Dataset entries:

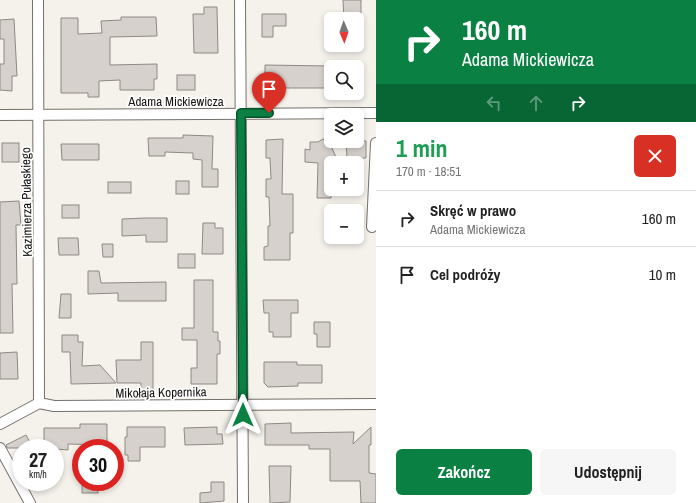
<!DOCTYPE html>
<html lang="pl">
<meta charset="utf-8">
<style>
:root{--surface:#fff;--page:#f6f6f6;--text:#222;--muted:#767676;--line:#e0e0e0;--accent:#0b8043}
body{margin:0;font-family:"Archivo Narrow",sans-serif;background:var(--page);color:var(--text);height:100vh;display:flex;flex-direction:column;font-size:15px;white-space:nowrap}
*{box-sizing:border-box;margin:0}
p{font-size:13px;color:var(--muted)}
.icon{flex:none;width:22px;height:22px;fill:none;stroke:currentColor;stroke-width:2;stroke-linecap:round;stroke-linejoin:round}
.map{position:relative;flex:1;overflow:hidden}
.drawer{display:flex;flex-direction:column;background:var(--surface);width:320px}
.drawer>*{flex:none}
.top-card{background:#0b8043;color:#fff;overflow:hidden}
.needle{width:26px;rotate:178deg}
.controls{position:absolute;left:324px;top:12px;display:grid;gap:8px}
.controls a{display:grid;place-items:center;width:40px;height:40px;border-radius:6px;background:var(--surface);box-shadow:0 2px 6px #0003;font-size:20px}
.speed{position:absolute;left:12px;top:439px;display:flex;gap:8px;font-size:20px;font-weight:700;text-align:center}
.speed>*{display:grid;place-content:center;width:52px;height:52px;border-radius:50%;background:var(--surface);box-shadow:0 2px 6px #0003;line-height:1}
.speed small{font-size:10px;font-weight:400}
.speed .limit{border:6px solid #d22;background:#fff;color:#111}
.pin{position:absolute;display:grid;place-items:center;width:34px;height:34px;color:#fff;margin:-41px -17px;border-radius:50% 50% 50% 0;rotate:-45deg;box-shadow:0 0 4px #0007}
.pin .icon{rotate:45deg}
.me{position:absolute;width:44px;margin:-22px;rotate:0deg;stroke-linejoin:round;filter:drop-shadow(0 0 3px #0008)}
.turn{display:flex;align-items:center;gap:14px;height:84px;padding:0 20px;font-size:18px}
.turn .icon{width:52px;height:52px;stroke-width:2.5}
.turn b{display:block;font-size:28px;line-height:34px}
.lanes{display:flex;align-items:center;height:38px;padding:0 20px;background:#0003;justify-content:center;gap:20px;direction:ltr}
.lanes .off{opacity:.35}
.round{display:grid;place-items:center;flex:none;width:42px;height:42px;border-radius:6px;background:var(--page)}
.overview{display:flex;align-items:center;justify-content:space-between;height:68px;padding:0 20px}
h1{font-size:24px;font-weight:700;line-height:30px;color:#1e9e55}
.cta{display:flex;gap:8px;margin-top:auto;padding:8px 20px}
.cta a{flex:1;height:46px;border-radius:6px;background:var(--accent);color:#fff;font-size:16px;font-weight:700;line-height:46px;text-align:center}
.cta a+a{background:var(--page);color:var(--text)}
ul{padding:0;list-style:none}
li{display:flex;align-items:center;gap:12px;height:56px;padding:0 20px;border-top:1px solid var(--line)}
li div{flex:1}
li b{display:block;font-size:15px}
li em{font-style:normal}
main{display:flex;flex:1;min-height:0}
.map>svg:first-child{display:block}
.building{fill:#d6d1cc;stroke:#8d8983}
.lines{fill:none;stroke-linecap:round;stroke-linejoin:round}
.street-casing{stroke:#74706b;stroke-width:12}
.street{stroke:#fff;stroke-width:10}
.route-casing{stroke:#07532c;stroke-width:10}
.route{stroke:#0b8043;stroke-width:7}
.labels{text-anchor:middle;stroke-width:3.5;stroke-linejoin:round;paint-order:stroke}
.street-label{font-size:13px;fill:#161412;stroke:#fff}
</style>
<main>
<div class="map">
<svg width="376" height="503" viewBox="0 0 376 503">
<rect width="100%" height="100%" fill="#f5f1eb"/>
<g class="building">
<polygon points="343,0 361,0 361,19 344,19"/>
<polygon points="204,7 217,7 218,53 194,53 193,14 204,14"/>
<polygon points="262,14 286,14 286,26 273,26 273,37 262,37"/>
<polygon points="121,17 156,17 157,36 110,37 110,65 157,64 157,79 154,79 154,90 120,90 120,80 99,81 99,97 88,97 88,93 61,93 61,18 78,18 78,34 102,33 101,21 121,20"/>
<polygon points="14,19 17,76 12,76 12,91 0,90 0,64 4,64 4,39 0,39 0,20"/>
<polygon points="265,65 330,66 331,88 265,88"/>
<rect x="177" y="75" width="18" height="15"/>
<polygon points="183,135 213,136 212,169 218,169 218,187 202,187 202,160 193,159 193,153 165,152 165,156 149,156 148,138 183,138"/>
<polygon points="283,139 282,194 293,194 293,233 290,233 290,260 264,260 264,247 268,246 268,226 270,226 269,197 266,197 266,179 271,179 270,158 266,158 266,140"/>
<polygon points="323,139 328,140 337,159 329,159 329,179 331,179 331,198 317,198 318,163 305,162 305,149 310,150 310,142 318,142"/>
<polygon points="346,141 366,141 366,158 347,158"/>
<rect x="2" y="143" width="17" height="19"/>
<polygon points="61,144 99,144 99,160 62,160"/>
<rect x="176" y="181" width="13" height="13"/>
<rect x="108" y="182" width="23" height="11"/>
<polygon points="19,201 21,225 16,225 17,284 12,284 13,333 0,333 0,202"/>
<rect x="62" y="205" width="17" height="13"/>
<polygon points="145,218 167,218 167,242 146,242 146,235 122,236 122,219"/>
<polygon points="203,223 215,223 215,228 223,228 223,254 202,254"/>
<polygon points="58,238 78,238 79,255 59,255"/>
<polygon points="102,244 113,244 113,257 103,257"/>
<rect x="178" y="254" width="17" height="14"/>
<polygon points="88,271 99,271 101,283 166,282 166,301 118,301 118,293 88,294"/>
<polygon points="194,280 213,280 213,332 218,332 218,341 220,341 220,354 217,354 217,384 191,384 191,368 197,368 197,340 182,340 182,328 194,328"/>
<polygon points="61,294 71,294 71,318 59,318"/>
<polygon points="263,300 298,300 298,313 291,313 291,337 273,337 273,332 269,332 269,313 264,313"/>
<polygon points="314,322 330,322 330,347 317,347 317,334 314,334"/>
<polygon points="62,335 78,335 78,342 83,342 82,366 100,365 116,383 71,384 70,352 62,352"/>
<polygon points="141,342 153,342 153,390 141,390 141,383 117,383 116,360 141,360"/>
<polygon points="17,352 18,379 0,379 0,353"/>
<polygon points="264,362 297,362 297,365 322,365 322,383 298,383 298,386 268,387 264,383"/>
<polygon points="291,423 291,433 354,432 353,444 371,427 371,445 369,445 369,473 376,474 376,503 361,503 360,481 330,481 330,449 309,449 309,445 265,445 265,424"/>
<polygon points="80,424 107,424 107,445 68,444 68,450 44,448 44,428 80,428"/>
<polygon points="127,427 165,427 165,447 140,447 140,461 128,461 128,455 125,455 125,437 127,437"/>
<polygon points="217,427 217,434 222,434 223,444 185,445 184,428"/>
<polygon points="26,435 33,448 7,448 6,445"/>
<polygon points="269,466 291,466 290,502 270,503"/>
<rect x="82" y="482" width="16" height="11"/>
<polygon points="211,482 224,482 224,501 200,503 200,493 211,492"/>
</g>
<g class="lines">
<defs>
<g id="street">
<polyline points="38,0 39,403"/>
<polyline points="240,0 243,503"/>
<polyline points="0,115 376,113"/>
<polyline points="372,227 376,143"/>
<polyline points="0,424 39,403 54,406 376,404"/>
<polyline points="0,448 30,503"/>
</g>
</defs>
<use href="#street" class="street-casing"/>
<use href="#street" class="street"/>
</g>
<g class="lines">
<defs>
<polyline id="route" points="243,415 241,113 269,113"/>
</defs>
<use href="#route" class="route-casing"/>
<use href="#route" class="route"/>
</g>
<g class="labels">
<g class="street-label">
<text x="176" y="106">Adama Mickiewicza</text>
<text transform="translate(26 202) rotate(-91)" y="5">Kazimierza Pułaskiego</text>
<text transform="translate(161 392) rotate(-1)" y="5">Mikołaja Kopernika</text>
</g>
</g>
</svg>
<div class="controls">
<a><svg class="needle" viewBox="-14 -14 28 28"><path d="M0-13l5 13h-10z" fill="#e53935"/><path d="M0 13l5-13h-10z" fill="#767676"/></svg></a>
<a><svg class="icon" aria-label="search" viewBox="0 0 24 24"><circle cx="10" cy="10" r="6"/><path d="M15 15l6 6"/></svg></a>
<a><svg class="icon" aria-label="layers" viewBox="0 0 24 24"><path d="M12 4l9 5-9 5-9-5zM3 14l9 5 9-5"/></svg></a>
<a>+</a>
<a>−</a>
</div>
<div class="speed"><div>27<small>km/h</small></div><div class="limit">30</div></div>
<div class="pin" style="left:269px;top:113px;background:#d93025"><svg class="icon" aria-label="arrive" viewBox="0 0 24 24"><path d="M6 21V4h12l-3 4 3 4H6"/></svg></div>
<svg class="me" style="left:243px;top:415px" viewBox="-20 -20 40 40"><path d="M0-17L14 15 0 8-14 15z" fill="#0b8043" stroke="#fff" stroke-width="4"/></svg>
</div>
<section class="drawer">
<div class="top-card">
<div class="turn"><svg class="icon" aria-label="right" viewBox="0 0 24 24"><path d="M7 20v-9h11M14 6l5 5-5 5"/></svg><div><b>160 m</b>Adama Mickiewicza</div></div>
<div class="lanes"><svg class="icon off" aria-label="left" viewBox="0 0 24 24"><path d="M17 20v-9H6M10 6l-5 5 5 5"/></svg><svg class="icon off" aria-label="ahead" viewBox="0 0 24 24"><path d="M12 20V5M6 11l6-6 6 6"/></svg><svg class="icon" aria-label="right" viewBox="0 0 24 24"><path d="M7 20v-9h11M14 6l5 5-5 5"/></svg></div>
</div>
<div class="overview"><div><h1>1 min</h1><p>170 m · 18:51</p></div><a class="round" style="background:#d93025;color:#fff"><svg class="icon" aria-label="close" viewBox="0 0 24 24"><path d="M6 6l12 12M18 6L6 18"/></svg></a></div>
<ul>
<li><svg class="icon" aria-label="right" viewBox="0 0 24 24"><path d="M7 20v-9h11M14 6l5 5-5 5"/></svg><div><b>Skręć w prawo</b><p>Adama Mickiewicza</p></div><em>160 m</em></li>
<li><svg class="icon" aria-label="arrive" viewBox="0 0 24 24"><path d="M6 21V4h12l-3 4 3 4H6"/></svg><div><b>Cel podróży</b></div><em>10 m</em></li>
</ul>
<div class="cta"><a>Zakończ</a><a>Udostępnij</a></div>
</section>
</main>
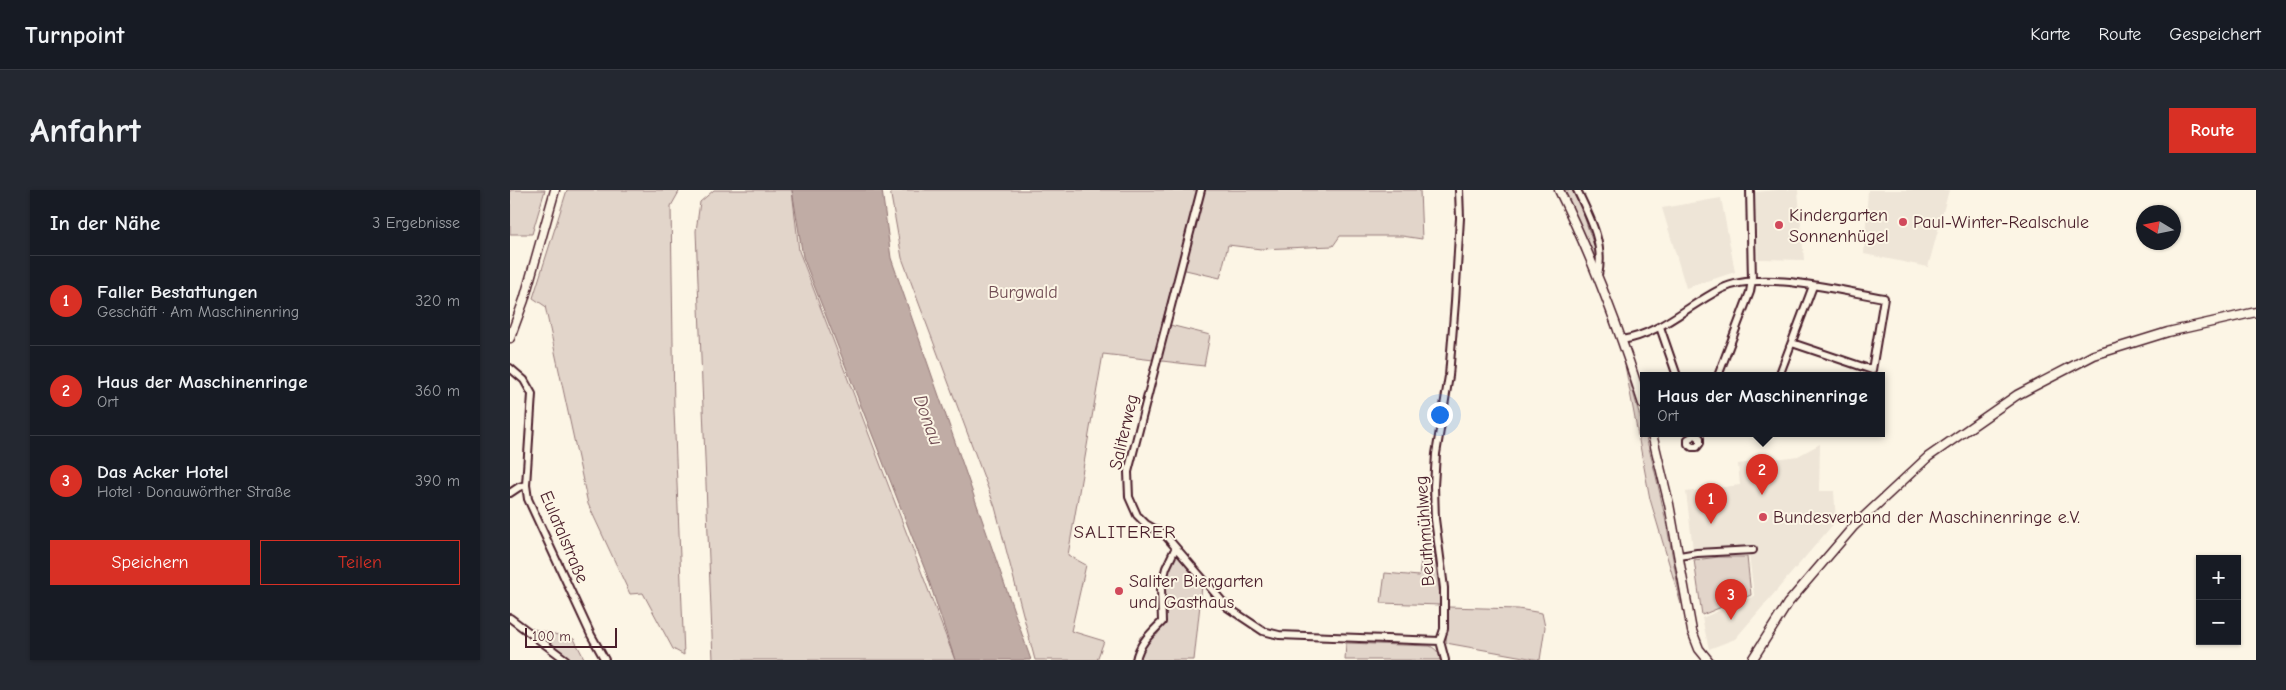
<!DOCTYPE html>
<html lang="de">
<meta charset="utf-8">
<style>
body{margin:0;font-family:"Comic Neue",sans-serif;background:#242831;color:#f1f3f6}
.controls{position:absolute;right:15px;bottom:15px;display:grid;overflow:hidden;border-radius:0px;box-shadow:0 1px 4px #0004}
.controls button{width:45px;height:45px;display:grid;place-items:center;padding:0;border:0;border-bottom:1px solid #363941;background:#171b24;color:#f1f3f6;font:25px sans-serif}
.compass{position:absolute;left:1626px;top:15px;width:45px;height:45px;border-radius:50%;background:#171b24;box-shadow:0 1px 4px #0004;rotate:280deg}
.scale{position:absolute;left:15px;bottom:12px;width:92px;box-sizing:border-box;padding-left:5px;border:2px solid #4a1f2b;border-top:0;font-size:14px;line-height:18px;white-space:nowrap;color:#4a1f2b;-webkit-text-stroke:4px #fcf5e5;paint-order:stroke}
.you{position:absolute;left:929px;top:224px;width:18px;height:18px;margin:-12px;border:4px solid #fff;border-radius:50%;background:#1a73e8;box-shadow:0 0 0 8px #1a73e833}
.badge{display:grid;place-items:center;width:32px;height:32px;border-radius:50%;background:#d93025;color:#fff;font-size:16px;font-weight:700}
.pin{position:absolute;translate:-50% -41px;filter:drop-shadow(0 1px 2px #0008)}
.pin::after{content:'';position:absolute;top:26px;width:18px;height:15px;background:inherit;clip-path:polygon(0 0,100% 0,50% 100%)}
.popup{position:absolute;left:1130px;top:182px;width:245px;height:65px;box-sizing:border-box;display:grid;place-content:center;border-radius:0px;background:#171b24;filter:drop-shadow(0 1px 4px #0005);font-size:16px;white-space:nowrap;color:#9ea1a6}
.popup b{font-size:19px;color:#f1f3f6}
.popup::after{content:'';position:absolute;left:50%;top:100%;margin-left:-10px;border:10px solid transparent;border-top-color:#171b24}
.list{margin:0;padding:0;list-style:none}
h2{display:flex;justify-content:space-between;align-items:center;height:65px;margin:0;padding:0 20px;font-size:21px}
h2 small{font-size:16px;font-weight:400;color:#9ea1a6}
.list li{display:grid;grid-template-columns:32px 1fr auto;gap:15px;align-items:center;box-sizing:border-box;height:90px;padding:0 20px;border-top:1px solid #363941}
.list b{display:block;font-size:19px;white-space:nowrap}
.list p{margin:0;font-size:16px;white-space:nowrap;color:#9ea1a6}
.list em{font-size:16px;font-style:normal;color:#9ea1a6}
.actions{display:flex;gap:10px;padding:15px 20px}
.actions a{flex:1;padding:11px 0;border:1px solid #d93025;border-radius:0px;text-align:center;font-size:18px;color:#d93025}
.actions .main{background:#d93025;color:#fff}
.map{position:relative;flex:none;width:1746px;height:470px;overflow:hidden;border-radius:0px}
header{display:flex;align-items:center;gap:30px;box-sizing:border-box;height:70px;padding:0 25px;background:#171b24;border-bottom:1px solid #363941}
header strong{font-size:24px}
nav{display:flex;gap:28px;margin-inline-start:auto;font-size:18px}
.intro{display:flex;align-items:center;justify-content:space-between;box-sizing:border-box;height:120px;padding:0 30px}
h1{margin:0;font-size:35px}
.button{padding:12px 22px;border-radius:0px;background:#d93025;color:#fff;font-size:18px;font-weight:700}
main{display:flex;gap:30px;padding:0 30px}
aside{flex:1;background:#171b24;border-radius:0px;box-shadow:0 1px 4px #0004}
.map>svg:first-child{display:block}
</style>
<header>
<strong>Turnpoint</strong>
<nav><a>Karte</a><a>Route</a><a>Gespeichert</a></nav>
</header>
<div class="intro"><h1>Anfahrt</h1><a class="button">Route</a></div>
<main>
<aside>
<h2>In der Nähe<small>3 Ergebnisse</small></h2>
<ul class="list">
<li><span class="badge">1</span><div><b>Faller Bestattungen</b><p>Geschäft · Am Maschinenring</p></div><em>320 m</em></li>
<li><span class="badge">2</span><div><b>Haus der Maschinenringe</b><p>Ort</p></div><em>360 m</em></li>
<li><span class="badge">3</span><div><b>Das Acker Hotel</b><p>Hotel · Donauwörther Straße</p></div><em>390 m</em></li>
</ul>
<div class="actions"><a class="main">Speichern</a><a>Teilen</a></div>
</aside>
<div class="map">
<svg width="1746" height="470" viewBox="0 0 1746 470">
<rect width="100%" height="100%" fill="#fcf5e5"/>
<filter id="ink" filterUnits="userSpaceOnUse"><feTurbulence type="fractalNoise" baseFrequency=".02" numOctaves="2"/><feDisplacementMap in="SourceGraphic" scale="10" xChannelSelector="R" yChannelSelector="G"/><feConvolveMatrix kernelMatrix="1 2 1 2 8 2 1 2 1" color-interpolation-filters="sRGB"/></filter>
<g filter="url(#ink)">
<path fill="#eee5d7" d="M1268,0h20l6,70 -46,-1 -3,-67z
M1358,0h81l-21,77 -64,-13z
M1211,8l14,74 -49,16 -24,-80z
M1310,254l-1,47h15l2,30 -101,118 -26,10 -7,-31 52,-22 -6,-49 -55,2 -7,-57 54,-7 -2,-21 60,-8z"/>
<path fill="#e2d5ca" stroke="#967a7a" d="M0,0h35l-13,44h-22z
M57,0h113l-9,16 3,204 10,245 -11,-6 -30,-56 -13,1 -42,-90 -43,-198 -12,-8z
M204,0h78l7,61 156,409h-242l-17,-429 4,-29z
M380,0h530l2,49 -20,-3h-62l-7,10 -72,3 -33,-4 -8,33 -43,-10 -15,55 48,12 -6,31 -101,-12 -35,201 18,10 -15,66 33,10 -7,19h-62l-40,-153 -93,-249z
M1053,0h9l10,20 16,48 -3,2z
M1114,170l19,67v7h2c16,56 26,113 36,170l-31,-105z
M920,302l4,58 7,55 -60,-2 4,-30 34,3z
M665,363l27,33 -8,74h-61l7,-23 9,-6 8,4c12,-17 6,-24 7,-43 0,-12 7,-27 11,-39z
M1209,367h28l4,38 -49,20 -8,-55z
M938,417l70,2 24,4 3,14 -5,33 -94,-17z
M20,438l44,11 11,21h-18z
M836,453l84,3c6,3 10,7 10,14h-95z"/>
<path fill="#c0aca5" stroke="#917474" d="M282,0h90l9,68 140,402h-76l-28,-85 -124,-318z"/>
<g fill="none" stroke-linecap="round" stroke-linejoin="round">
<g stroke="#4a1f2b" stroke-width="10">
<path id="minor" d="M691,0l-73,282 1,25 8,18 9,9 19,11 62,72 36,24 16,4 161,6
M1067,0c13,27 28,55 21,85
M1150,137l17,49
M1112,150c38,-6 65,-34 99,-51 40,-20 119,2 163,9l-12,72 -80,-27
M0,178l14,12 8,14 -6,91 2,14 63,136 14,25
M1208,186l32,-84 2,-12 -2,-90
M1269,186l34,-90
M1186,245l4,3v5l-3,4h-5l-4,-3v-5l9,-5
M0,303l9,-6 7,-2
M1170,366l17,-3 56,-3
M0,428l56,42
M626,470c3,-16 14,-26 26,-38l-1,-34 5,-20 9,-19
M935,470l-5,-19 4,-12v-41l-9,-69 -1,-33 2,-32 13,-78 6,-74 5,-84 -1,-28"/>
</g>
<g stroke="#4a1f2b" stroke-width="11">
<path id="major" d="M1049,0c34,69 61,141 84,214
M0,148l14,-38 31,-110
M1142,244l17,70 23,127 7,18 9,11
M1242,470l36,-57 66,-77 74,-69 89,-62 77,-40 74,-23 88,-20"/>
</g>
<use href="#minor" stroke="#fcf5e5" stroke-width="6"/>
<use href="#major" stroke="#fcf5e5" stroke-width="8"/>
</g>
</g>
<g fill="#d1495b" stroke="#fcf5e5" stroke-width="2">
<circle cx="1393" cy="32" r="5"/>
<circle cx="1269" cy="35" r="5"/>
<circle cx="1253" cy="327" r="5"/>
<circle cx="609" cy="401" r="5"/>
</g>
<g text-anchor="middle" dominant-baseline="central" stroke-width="4" stroke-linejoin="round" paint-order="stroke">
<g font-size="18" fill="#4a1f2b" stroke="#fcf5e5" text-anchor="start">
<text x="1279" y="25">Kindergarten<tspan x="1279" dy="21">Sonnenhügel</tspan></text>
<text x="1403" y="32">Paul-Winter-Realschule</text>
<text x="1263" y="327">Bundesverband der Maschinenringe e.V.</text>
<text x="619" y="391">Saliter Biergarten<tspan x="619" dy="21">und Gasthaus</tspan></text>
</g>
<g font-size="18" fill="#704c53" stroke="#fcf5e5">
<text x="513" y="102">Burgwald</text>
</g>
<g font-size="18" fill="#4a1f2b" stroke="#fcf5e5">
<text transform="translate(614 242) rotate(-77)">Saliterweg</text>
<text transform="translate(915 341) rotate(-94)">Beuthmühlweg</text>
<text transform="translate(54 347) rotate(67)">Eulatalstraße</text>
</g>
<g font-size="19" font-style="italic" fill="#6d4950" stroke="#fcf5e5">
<text transform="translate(418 230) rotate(70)">Donau</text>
</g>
<g font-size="19" letter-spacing="1" fill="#4a1f2b" stroke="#fcf5e5">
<text x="615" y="342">SALITERER</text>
</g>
</g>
</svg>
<div class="controls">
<button>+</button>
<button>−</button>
</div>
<svg class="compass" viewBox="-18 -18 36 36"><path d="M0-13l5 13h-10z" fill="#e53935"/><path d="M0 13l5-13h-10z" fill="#9ea1a6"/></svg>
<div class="scale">100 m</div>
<div class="you"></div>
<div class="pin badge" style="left:1201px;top:334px">1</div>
<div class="pin badge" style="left:1252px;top:305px">2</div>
<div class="popup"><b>Haus der Maschinenringe</b>Ort</div>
<div class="pin badge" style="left:1221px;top:430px">3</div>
</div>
</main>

Problem>
From the entries, copy every line in which the string "nowrap" can be found.

Written reply>
body{margin:0;font-family:"Archivo Narrow",sans-serif;background:var(--page);color:var(--text);height:100vh;display:flex;flex-direction:column;font-size:15px;white-space:nowrap}
.scale{position:absolute;left:15px;bottom:12px;width:92px;box-sizing:border-box;padding-left:5px;border:2px solid #4a1f2b;border-top:0;font-size:14px;line-height:18px;white-space:nowrap;color:#4a1f2b;-webkit-text-stroke:4px #fcf5e5;paint-order:stroke}
.popup{position:absolute;left:1130px;top:182px;width:245px;height:65px;box-sizing:border-box;display:grid;place-content:center;border-radius:0px;background:#171b24;filter:drop-shadow(0 1px 4px #0005);font-size:16px;white-space:nowrap;color:#9ea1a6}
.list b{display:block;font-size:19px;white-space:nowrap}
.list p{margin:0;font-size:16px;white-space:nowrap;color:#9ea1a6}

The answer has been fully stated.